Monitoring and Control Guidelines

• 4.75. D EMPREENDIMENTOS will ensure the implementation and adequacy of this policy, procedures and internal controls, including but not limited to:
  - Audit processes, tests and trails: Under D EMPREENDIMENTOS’s Risk and Compliance Program, policy and procedures related to PLDFT will be reviewed annually by PLDFT and Compliance areas and necessary tests and improvement points will be carried out by the Internal Controls area in the Effectiveness Assessment report.
  - Appropriate metrics and indicators: The PLDFT area will consider as indicators the number of analyses carried out for Know Your Employee, Know Your Partner and Service Provider, Know Your Customer and Monitoring, Selection and Analysis of Suspicious Operations and Situations procedures.
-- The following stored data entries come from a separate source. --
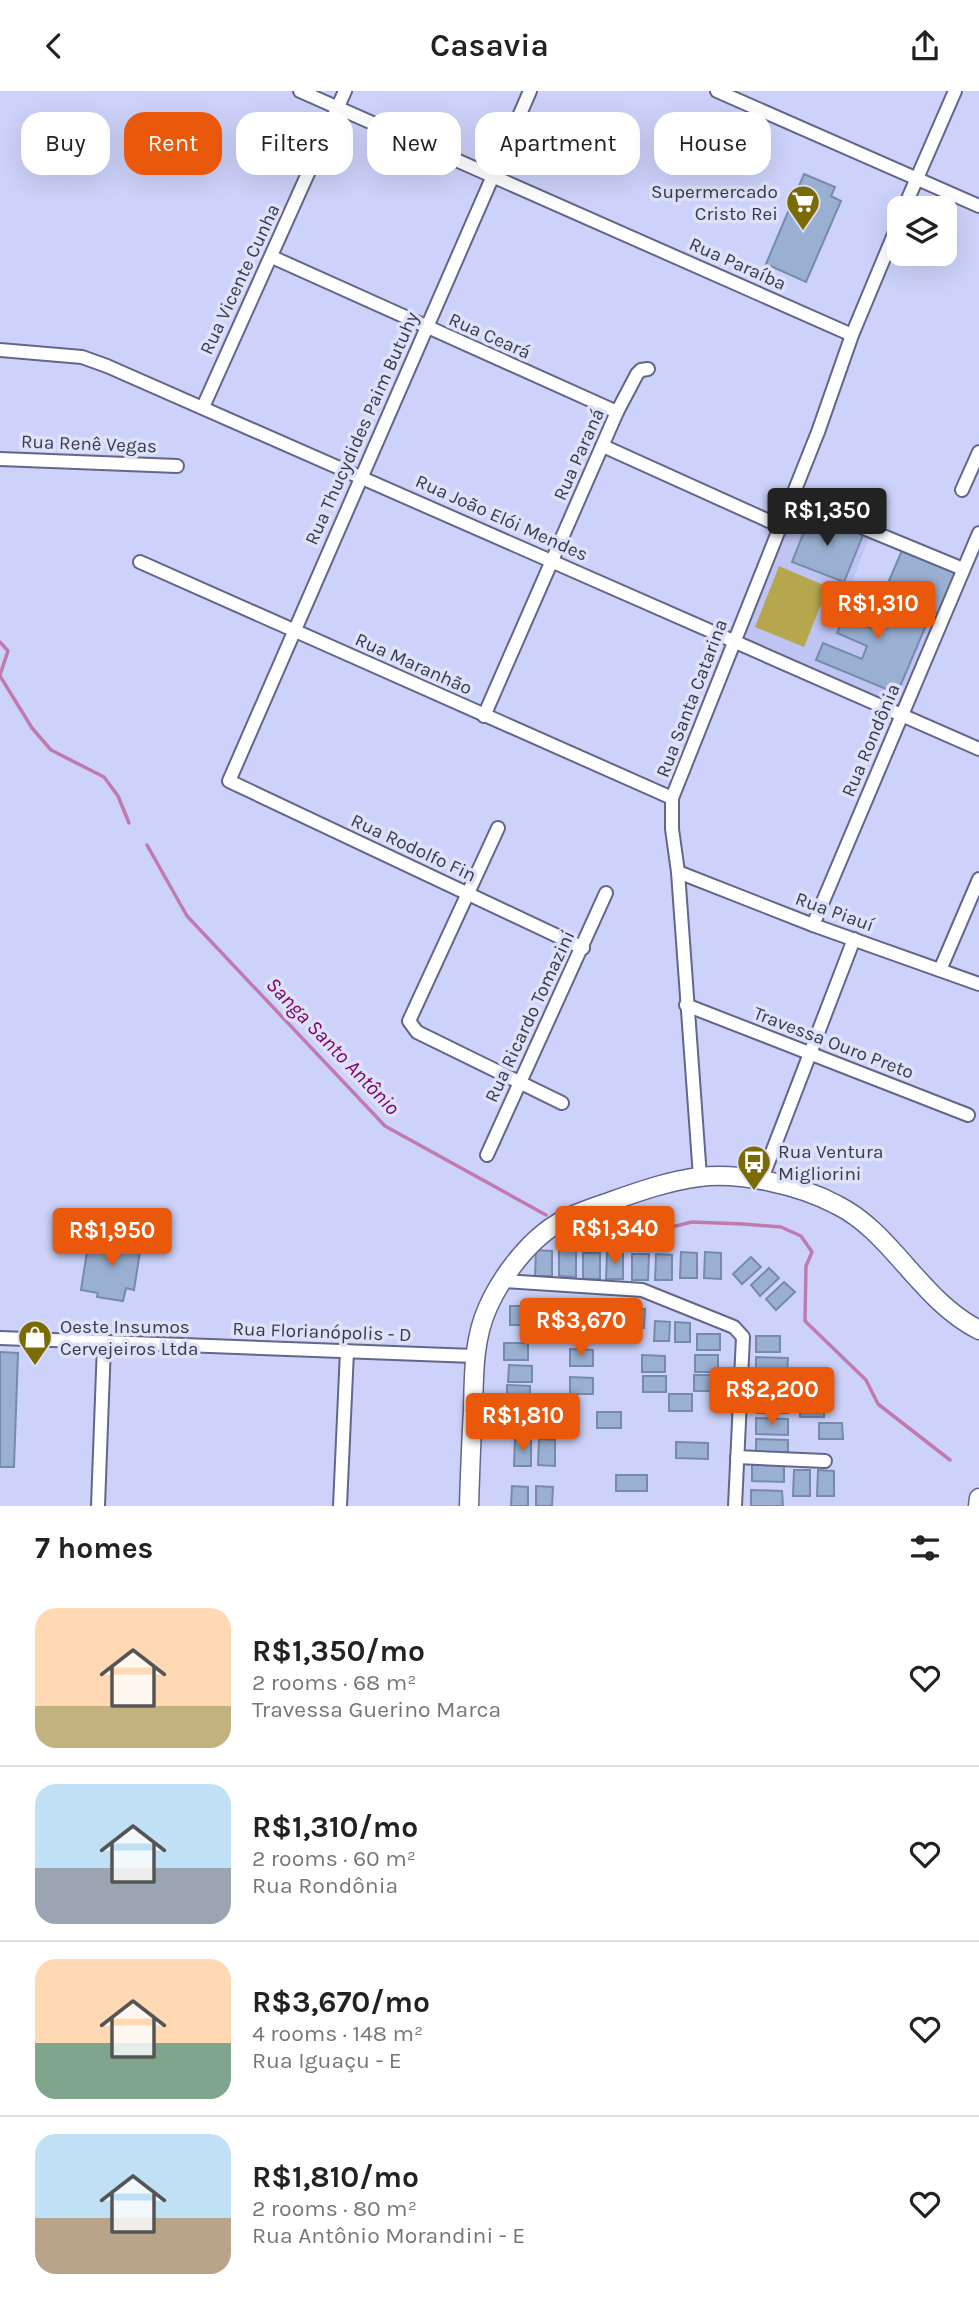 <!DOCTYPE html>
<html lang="en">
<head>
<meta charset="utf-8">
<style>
	:root { --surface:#fff; --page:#f6f6f6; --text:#222; --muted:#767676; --line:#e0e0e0; --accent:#ea580c }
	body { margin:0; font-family:Karla,sans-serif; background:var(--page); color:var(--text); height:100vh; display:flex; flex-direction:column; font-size:26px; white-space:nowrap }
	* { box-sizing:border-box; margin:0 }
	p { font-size:23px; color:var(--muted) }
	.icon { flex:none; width:38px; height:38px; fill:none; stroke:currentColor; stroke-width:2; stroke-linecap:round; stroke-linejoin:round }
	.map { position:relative; height:1415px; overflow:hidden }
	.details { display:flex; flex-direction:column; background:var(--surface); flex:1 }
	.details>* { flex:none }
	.top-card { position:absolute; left:21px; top:21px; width:938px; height:63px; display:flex; gap:14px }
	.controls { position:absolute; left:887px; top:105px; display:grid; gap:14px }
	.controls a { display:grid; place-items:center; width:70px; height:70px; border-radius:14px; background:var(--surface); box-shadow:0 7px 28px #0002; font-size:35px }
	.price { position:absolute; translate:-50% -60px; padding:0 16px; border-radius:7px; background:var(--accent); color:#fff; font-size:23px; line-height:46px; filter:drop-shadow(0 2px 4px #0008) }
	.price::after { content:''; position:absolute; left:50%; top:42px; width:21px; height:16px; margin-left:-10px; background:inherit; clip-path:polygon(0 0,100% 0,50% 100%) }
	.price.current { background:#222; color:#fff }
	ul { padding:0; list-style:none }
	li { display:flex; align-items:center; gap:21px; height:175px; padding:0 35px }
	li+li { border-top:2px solid var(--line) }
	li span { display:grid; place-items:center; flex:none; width:196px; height:140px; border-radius:21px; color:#555 }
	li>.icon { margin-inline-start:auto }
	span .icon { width:84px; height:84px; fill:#fffc; stroke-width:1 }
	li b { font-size:30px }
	h2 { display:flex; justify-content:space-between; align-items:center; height:84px; padding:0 35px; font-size:30px }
	.pill { padding:0 24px; border-radius:21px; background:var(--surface); box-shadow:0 7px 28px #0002; font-size:24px; line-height:63px }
	.pill.current { background:var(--accent); color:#fff }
	header { display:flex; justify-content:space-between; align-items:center; height:91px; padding:0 35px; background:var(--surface); font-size:32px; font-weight:600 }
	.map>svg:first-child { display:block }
	.built { fill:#bfc5f3 }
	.green { fill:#b6a74e }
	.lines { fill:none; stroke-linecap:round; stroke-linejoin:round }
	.stream { stroke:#c07aaf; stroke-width:3.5 }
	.building { fill:#9ab0d2; stroke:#768bac; stroke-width:2 }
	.street-casing { stroke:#636689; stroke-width:16 }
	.secondary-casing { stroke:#636689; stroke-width:21 }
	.street { stroke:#fff; stroke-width:12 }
	.secondary { stroke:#fff; stroke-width:18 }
	.labels { text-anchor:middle; stroke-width:7; stroke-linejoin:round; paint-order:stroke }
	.poi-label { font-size:19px; fill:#383a4a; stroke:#dde1f9; text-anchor:start }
	.street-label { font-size:19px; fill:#383a4a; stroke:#dde1f9 }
	.water-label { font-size:21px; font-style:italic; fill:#820468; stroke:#dde1f9 }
</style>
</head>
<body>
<header><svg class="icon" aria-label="back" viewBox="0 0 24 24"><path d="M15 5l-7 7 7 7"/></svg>Casavia<svg class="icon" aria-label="share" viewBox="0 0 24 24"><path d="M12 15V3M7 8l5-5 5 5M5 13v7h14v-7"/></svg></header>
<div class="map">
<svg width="979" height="1415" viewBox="0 0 979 1415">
	<rect width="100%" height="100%" fill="#cdd2fa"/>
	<!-- built -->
	<polygon class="built" points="796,415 869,446 853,489 941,527 900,618 740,550"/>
	<!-- green -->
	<polygon class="green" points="779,475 828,496 804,556 755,536"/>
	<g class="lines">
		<!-- stream -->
		<g class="stream">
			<polyline points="0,551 8,560 0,584"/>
			<polyline points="0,585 32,637 51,659 104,686 118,705 129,732"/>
			<polyline points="147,754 187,825 385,1035 546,1124"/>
			<polyline points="563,1142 615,1155 651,1141 692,1131 743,1133 781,1136 801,1145 812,1161 806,1175 805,1230 866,1289 878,1313 950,1369"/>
		</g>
	</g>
	<!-- building -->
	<g class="building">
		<polygon points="804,83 835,96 831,105 841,110 806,191 766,173"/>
		<polygon points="811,423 863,444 844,491 792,471"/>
		<polygon points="903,457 957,481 938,523 885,499"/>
		<polygon points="849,494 929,527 899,598 891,600 816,569 823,552 862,568 867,555 837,542 844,526 875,539 881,526 842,510"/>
		<polygon points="117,1144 142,1148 134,1199 126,1197 123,1210 97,1206 98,1202 81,1199 88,1154 115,1158"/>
		<polygon points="536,1159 552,1160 552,1185 535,1185"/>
		<polygon points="559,1159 576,1160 576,1186 559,1185"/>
		<polygon points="681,1161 697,1162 697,1187 680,1187"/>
		<polygon points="705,1161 721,1162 721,1188 704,1187"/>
		<rect x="583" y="1162" width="17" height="26"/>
		<polygon points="607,1162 623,1163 623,1188 606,1188"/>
		<polygon points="632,1163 649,1163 648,1189 632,1189"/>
		<polygon points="656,1163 672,1164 672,1189 655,1189"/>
		<polygon points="751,1166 761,1176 742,1193 733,1183"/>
		<polygon points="769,1177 779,1187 760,1205 751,1194"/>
		<polygon points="784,1191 795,1201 776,1219 766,1208"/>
		<polygon points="553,1214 568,1215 568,1234 553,1234"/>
		<polygon points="510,1215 526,1215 525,1234 510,1234"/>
		<polygon points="532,1215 548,1216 547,1235 532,1235"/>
		<polygon points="576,1216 591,1217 591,1236 576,1235"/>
		<polygon points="630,1217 645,1218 644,1237 629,1237"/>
		<polygon points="655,1230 670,1231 669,1250 654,1250"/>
		<polygon points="675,1231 690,1232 690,1251 675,1251"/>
		<rect x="697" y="1243" width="23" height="16"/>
		<rect x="756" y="1245" width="24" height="16"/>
		<rect x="504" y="1252" width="24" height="17"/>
		<polygon points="570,1258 593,1259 593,1275 570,1275"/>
		<polygon points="0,1261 18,1262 14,1376 0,1376"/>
		<polygon points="642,1264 665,1265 665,1281 642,1281"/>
		<rect x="695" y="1264" width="23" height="17"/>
		<polygon points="756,1266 788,1267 787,1283 756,1283"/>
		<polygon points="509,1274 532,1275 532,1291 508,1291"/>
		<rect x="694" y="1284" width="23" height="16"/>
		<rect x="643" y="1285" width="23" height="16"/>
		<polygon points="757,1285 788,1285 788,1301 756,1301"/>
		<polygon points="570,1286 593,1287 593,1303 570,1303"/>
		<polygon points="798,1287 821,1287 821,1304 798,1303"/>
		<polygon points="507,1294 530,1295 530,1311 507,1311"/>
		<rect x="669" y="1303" width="23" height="17"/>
		<polygon points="757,1306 789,1306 788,1322 757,1322"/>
		<rect x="800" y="1310" width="24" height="16"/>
		<polygon points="507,1317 530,1318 530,1334 507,1334"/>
		<rect x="597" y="1321" width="24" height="16"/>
		<polygon points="756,1327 788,1328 788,1344 756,1343"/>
		<polygon points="819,1332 842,1332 843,1348 819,1348"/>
		<polygon points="539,1348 555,1349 555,1375 538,1374"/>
		<polygon points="756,1348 788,1349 788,1365 756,1364"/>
		<polygon points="515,1349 531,1350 531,1375 514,1375"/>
		<polygon points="676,1351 708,1352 708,1368 676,1367"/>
		<polygon points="752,1374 784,1374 784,1391 752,1390"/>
		<polygon points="794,1379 810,1379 810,1405 793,1405"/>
		<polygon points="818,1379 834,1380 834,1405 817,1405"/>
		<rect x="616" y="1384" width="31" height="16"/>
		<polygon points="512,1395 528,1396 528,1415 511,1415"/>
		<polygon points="536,1395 553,1396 552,1415 536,1415"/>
		<polygon points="751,1399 782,1400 783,1415 751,1415"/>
	</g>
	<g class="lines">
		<!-- street casing -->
		<g class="street-casing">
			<g id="street">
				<polyline points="300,0 852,244"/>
				<polyline points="530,0 229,690 583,857"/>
				<polyline points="717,0 979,115"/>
				<polyline points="904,117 955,0"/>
				<polyline points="272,166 617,321"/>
				<polyline points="0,259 82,266 107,275 979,658"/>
				<polyline points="203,316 345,0"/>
				<polyline points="603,355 780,435"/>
				<polyline points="0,368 177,375"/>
				<polyline points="962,399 979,361"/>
				<polyline points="791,407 963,478"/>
				<polyline points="140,471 672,707"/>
				<polyline points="484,625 617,321 637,283 641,279 648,278"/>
				<polyline points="498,737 409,930 417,941 562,1012"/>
				<polyline points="678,781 813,834 979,893"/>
				<polyline points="813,834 979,442"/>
				<polyline points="940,879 979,788"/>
				<polyline points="686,914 968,1024"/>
				<polyline points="487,1064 606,802"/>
				<polyline points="700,1086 678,781 672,738 672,707 818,341 852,244 900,129"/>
				<polyline points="761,1090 854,848"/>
				<polyline points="503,1190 642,1199 734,1236 743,1246 735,1415"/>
				<polyline points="0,1247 474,1265"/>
				<polyline points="737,1366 825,1370"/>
				<polyline points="98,1415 104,1253"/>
				<polyline points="340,1415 347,1260"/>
			</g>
		</g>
		<!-- secondary casing -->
		<g class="secondary-casing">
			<g id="secondary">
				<path d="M469,1415C470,1383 471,1352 473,1320C474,1285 473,1249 488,1216C500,1189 522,1159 545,1141C565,1125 589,1118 612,1110C640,1100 669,1090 699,1086C741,1081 800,1094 837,1114C892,1141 920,1209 979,1239"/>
				<polyline points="978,1415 979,1407"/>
			</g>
		</g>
		<!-- street -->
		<use href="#street" class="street"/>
		<!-- secondary -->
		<use href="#secondary" class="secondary"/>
	</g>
	<!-- icons -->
	<defs>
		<g id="supermarket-pin" transform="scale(1.75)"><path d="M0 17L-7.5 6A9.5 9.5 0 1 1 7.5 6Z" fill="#7a6b04" stroke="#dde1f9"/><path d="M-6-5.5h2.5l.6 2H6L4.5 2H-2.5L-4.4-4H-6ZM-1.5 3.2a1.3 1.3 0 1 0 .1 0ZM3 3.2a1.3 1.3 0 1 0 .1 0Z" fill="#fff"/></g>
		<g id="bus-pin" transform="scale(1.75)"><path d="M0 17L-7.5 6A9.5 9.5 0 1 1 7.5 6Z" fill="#7a6b04" stroke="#dde1f9"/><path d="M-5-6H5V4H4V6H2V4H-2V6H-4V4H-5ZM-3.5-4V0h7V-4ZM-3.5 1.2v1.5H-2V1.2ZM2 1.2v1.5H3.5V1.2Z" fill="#fff"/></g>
		<g id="shop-pin" transform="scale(1.75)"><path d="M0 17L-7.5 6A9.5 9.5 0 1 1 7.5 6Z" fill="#7a6b04" stroke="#dde1f9"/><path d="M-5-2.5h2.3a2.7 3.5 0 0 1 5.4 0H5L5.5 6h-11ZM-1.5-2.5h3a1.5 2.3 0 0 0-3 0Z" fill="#fff"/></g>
	</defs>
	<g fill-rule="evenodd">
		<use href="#supermarket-pin" x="803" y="111"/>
		<use href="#bus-pin" x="754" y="1071"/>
		<use href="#shop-pin" x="35" y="1246"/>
	</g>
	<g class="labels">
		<!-- poi labels -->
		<g class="poi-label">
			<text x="778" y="107" text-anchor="end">Supermercado<tspan x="778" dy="22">Cristo Rei</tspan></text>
			<text x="778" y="1067">Rua Ventura<tspan x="778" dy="22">Migliorini</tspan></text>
			<text x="60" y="1242">Oeste Insumos<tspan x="60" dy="22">Cervejeiros Ltda</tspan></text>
		</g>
		<!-- street labels -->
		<g class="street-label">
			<text transform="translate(738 172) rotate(24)" y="7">Rua Paraíba</text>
			<text transform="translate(239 188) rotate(-65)" y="7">Rua Vicente Cunha</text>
			<text transform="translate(490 244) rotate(24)" y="7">Rua Ceará</text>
			<text transform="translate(361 337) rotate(-66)" y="7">Rua Thucydides Paim Butuhy</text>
			<text transform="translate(89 352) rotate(2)" y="7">Rua Renê Vegas</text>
			<text transform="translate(578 363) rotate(-66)" y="7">Rua Paraná</text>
			<text transform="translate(502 426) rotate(24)" y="7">Rua João Elói Mendes</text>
			<text transform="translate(414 572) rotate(24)" y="7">Rua Maranhão</text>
			<text transform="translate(691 607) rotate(-69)" y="7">Rua Santa Catarina</text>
			<text transform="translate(870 649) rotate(-67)" y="7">Rua Rondônia</text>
			<text transform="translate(414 756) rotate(25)" y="7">Rua Rodolfo Fin</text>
			<text transform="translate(835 820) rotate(20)" y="7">Rua Piauí</text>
			<text transform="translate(529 925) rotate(-65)" y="7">Rua Ricardo Tomazini</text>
			<text transform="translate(834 951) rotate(21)" y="7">Travessa Ouro Preto</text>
			<text transform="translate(322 1240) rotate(2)" y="7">Rua Florianópolis - D</text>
		</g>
		<!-- water labels -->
		<g class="water-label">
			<text transform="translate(333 955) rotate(46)" y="7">Sanga Santo Antônio</text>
		</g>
	</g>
</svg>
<div class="controls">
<a><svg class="icon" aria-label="layers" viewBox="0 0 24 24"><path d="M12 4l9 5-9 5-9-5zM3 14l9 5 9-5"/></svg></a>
</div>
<b class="price current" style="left:827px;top:457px">R$1,350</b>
<b class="price" style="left:878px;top:550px">R$1,310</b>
<b class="price" style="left:615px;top:1175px">R$1,340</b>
<b class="price" style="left:112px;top:1177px">R$1,950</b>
<b class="price" style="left:581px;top:1267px">R$3,670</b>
<b class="price" style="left:772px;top:1336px">R$2,200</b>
<b class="price" style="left:523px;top:1362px">R$1,810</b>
<div class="top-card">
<a class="pill">Buy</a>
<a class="pill current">Rent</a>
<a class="pill">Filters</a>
<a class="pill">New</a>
<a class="pill">Apartment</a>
<a class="pill">House</a>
</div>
</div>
<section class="details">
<h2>7 homes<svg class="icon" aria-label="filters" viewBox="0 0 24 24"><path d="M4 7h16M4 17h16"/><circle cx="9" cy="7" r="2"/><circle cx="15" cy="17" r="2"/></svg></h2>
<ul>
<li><span style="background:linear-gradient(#ffd9b3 70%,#c2b280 0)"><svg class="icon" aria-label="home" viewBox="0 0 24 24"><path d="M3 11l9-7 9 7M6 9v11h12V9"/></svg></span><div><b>R$1,350/mo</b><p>2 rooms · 68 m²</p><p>Travessa Guerino Marca</p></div><svg class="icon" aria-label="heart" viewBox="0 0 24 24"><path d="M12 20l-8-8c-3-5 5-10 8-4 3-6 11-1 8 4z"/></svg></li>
<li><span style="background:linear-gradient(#bfe0f5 60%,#9aa5b1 0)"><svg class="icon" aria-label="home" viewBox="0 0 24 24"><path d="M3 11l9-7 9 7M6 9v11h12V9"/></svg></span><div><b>R$1,310/mo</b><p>2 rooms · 60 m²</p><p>Rua Rondônia</p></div><svg class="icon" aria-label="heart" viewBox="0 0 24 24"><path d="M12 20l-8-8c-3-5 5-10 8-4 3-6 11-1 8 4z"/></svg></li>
<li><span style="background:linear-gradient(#ffd9b3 60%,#7fa58c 0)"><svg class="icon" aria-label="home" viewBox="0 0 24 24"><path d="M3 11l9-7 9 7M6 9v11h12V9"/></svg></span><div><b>R$3,670/mo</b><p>4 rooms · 148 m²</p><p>Rua Iguaçu - E</p></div><svg class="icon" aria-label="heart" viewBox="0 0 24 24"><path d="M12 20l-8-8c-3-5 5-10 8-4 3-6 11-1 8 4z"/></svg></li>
<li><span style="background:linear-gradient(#bfe0f5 60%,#b9a48a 0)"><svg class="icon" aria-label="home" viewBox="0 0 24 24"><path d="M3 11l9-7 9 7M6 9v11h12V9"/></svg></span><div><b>R$1,810/mo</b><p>2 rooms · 80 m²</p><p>Rua Antônio Morandini - E</p></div><svg class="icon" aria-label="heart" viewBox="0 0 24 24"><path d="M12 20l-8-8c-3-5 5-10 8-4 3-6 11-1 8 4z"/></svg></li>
</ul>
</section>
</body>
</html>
Quantitative data from the Internal Risk Assessment and PLDFT training completion rates will also be considered.
  - Identification and correction of any deficiencies: Deficiency identification will be based on the Effectiveness Assessment report, with necessary corrections guided by the Action Plan report.
• 4.76. The mechanisms cited in this policy will be subjected to periodic tests by Internal Audit.